Since fsync(1) can only sync a single file-descriptor at a time, how can you possibly ensure that the binlog and the WAL contain the transaction?

One solution would be to merge the binlog and the WAL into one log. I’m not entirely sure why that’s not the case, but likely the reasons are historic. If you know, let me know!

The solution employed by MySQL is to use a 2-factor commit. This requires three fsyncs to commit the transaction. This and this reference explain this process in more detail. Because the WAL is touched twice as part of the 2-factor commit, it explains why we see roughly ~2x the number of fsync to that over the bin-log from the bpftrace output above. The process of grouping multiple transactions into one 2-factor commit in MySQL is called ‘group commit.’

What we can gather from these numbers is that it seems the ~16,000 transactions were, thanks to group commit, reduced into ~2885 commits, or ~5.5 transactions per commit on average.
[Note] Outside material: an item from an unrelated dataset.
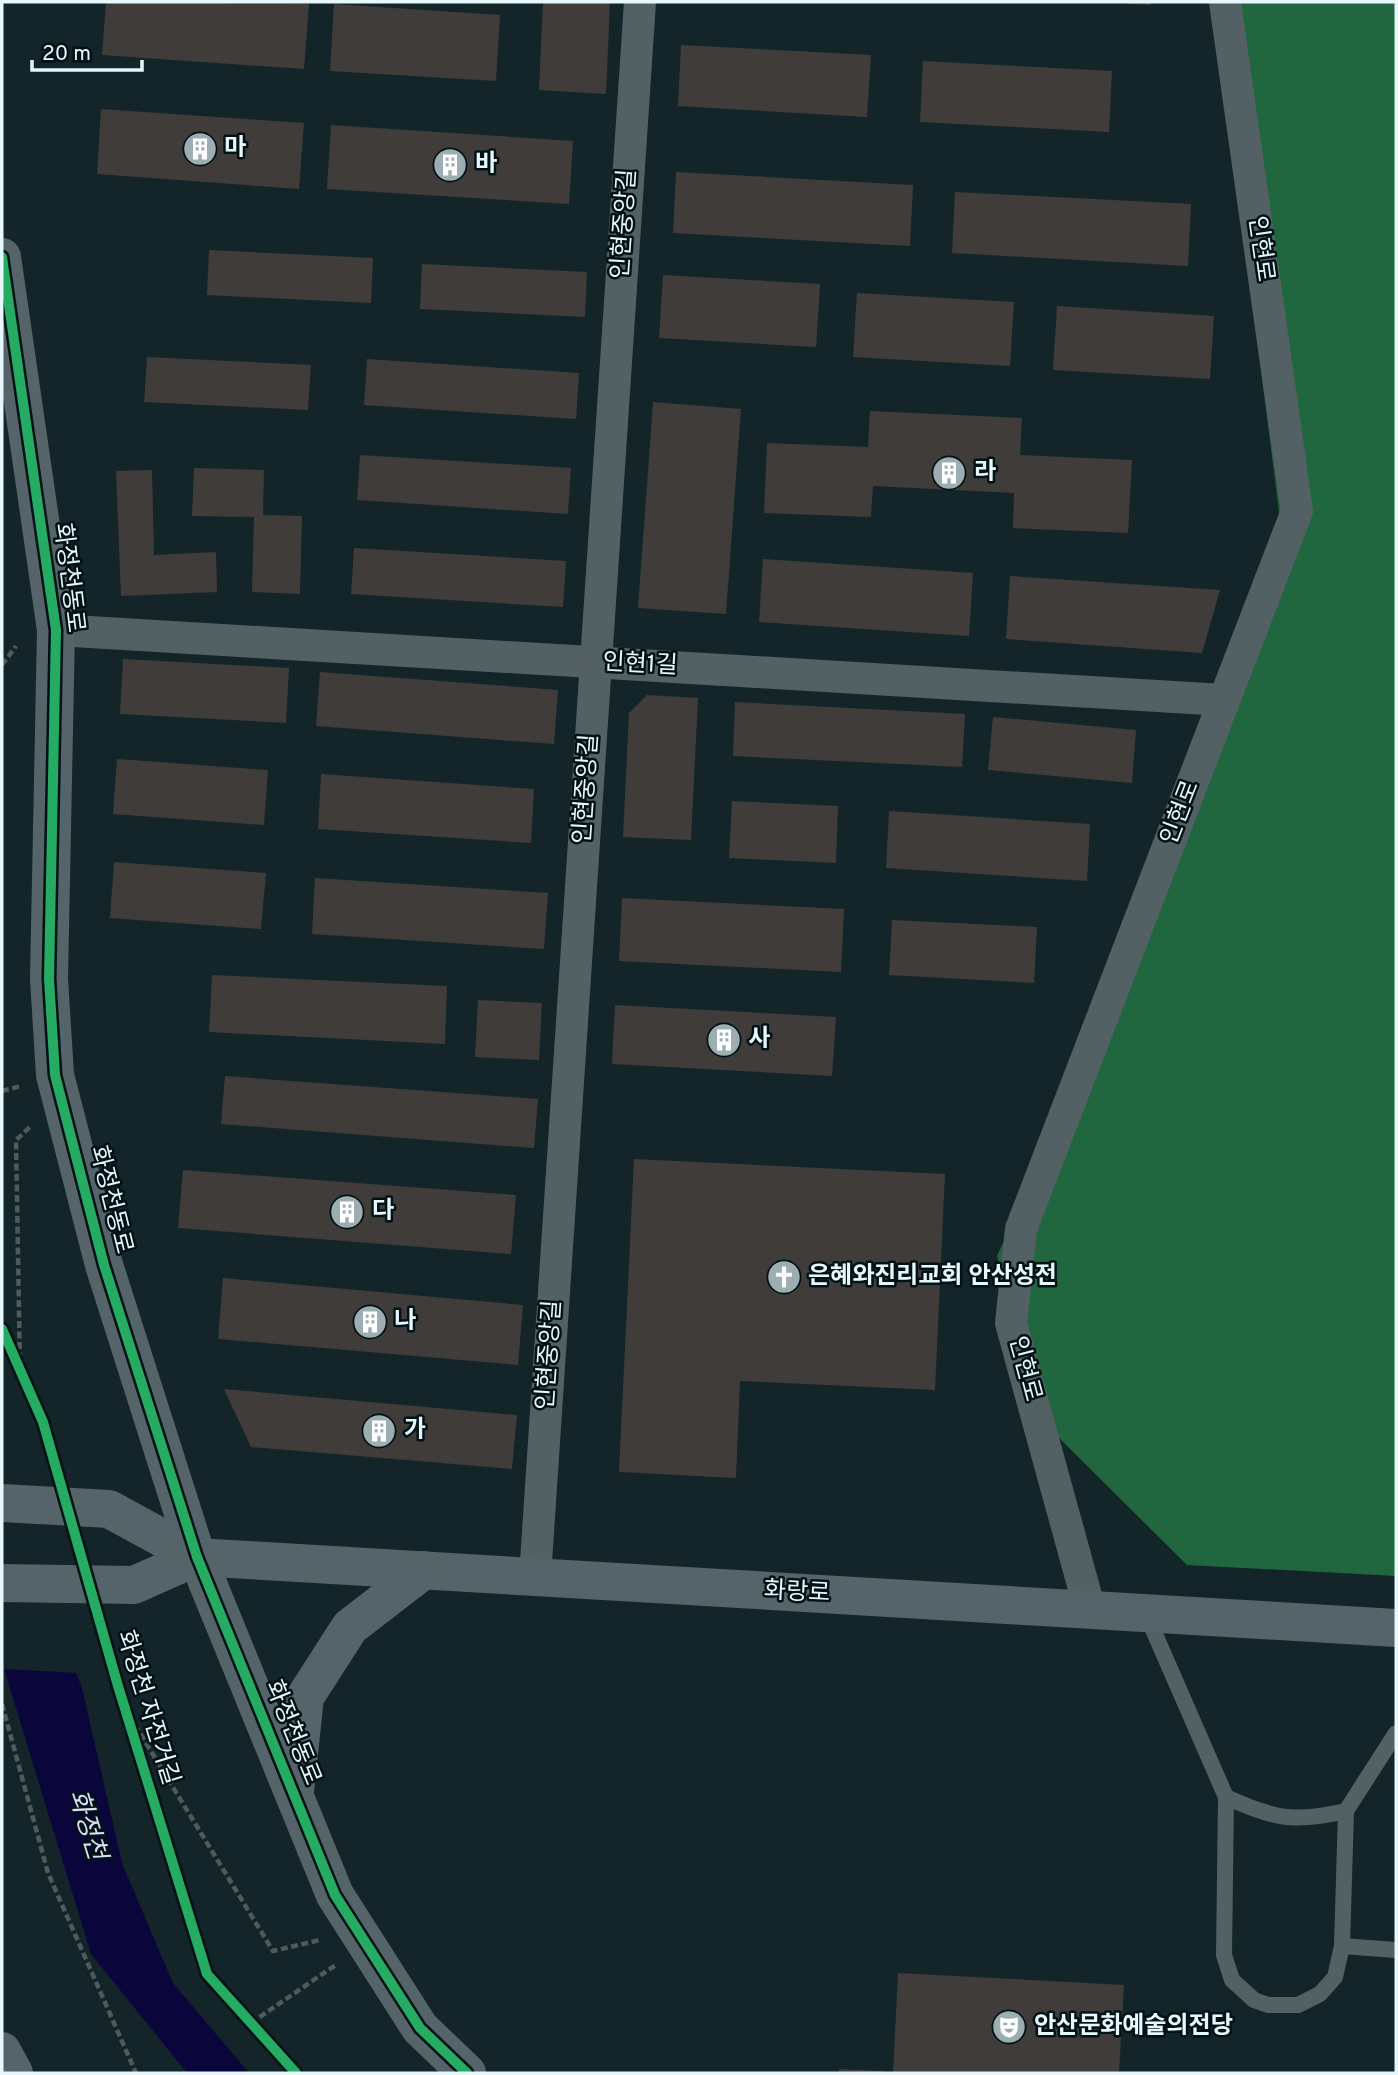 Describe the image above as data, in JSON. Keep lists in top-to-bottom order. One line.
{"streets":{"street":["인현중앙길","인현로","화정천동로","인현1길","화랑로"],"cycle path":["화정천 자전거길"]},"crossings":[["인현중앙길","인현1길"],["인현중앙길","화랑로"],["인현로","인현1길"],["인현로","화랑로"],["화정천동로","인현1길"],["화정천동로","화랑로"]],"water":["화정천"],"places":{"building":["마","바","라","사","다","나","가"],"church":["은혜와진리교회 안산성전"],"theatre":["안산문화예술의전당"]},"scale_bar":"20 m"}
But there’s still one other thing remaining… why was the average latency per fsync twice as fast as in our benchmark? Once again, we write a simple bpftrace script:

tracepoint:syscalls:sys_enter_fsync,tracepoint:syscalls:sys_enter_fdatasync
/comm == "mysqld"/
{
        @start[tid] = nsecs;
}

tracepoint:syscalls:sys_exit_fsync,tracepoint:syscalls:sys_exit_fdatasync
/comm == "mysqld"/
{
        @bytes = lhist((nsecs - @start[tid]) / 1000, 0, 1500, 100);
        delete(@start[tid]);
}

Which throws us this histogram, confirming that we’re seeing some very fast fsyncs:

personal@napkin:~$ sudo bpftrace fsync_latency.d
Attaching 4 probes...
^C

@bytes:
[0, 100)             439 |@@@@@@@@@@@@@@@                                     |
[100, 200)             8 |                                                    |
[200, 300)             2 |                                                    |
[300, 400)           242 |@@@@@@@@                                            |
[400, 500)          1495 |@@@@@@@@@@@@@@@@@@@@@@@@@@@@@@@@@@@@@@@@@@@@@@@@@@@@|
[500, 600)           768 |@@@@@@@@@@@@@@@@@@@@@@@@@@                          |
[600, 700)           376 |@@@@@@@@@@@@@                                       |
[700, 800)           375 |@@@@@@@@@@@@@                                       |
[800, 900)           379 |@@@@@@@@@@@@@                                       |
[900, 1000)          322 |@@@@@@@@@@@                                         |
[1000, 1100)         256 |@@@@@@@@                                            |
[1100, 1200)         406 |@@@@@@@@@@@@@@                                      |
[1200, 1300)         690 |@@@@@@@@@@@@@@@@@@@@@@@@                            |
[1300, 1400)         803 |@@@@@@@@@@@@@@@@@@@@@@@@@@@                         |
[1400, 1500)         582 |@@@@@@@@@@@@@@@@@@@@                                |
[1500, ...)         1402 |@@@@@@@@@@@@@@@@@@@@@@@@@@@@@@@@@@@@@@@@@@@@@@@@    |

To understand exactly what’s going on here, we’d have to dig into the file-system we’re using. This is going to be out of scope (otherwise I’m never going to be sending anything out). But, to not leave you completely hanging, presumably, ext4 is using techniques similar to MySQL’s group commit to batch writes together in the journal (equivalent to the write-ahead-log of MySQL). In ext4’s vocabulary, this seems to be called max_batch_time, but the documentation on this is scanty at best. The disk could also be doing this in addition/instead of the file-system. If you know more about this, please enlighten me!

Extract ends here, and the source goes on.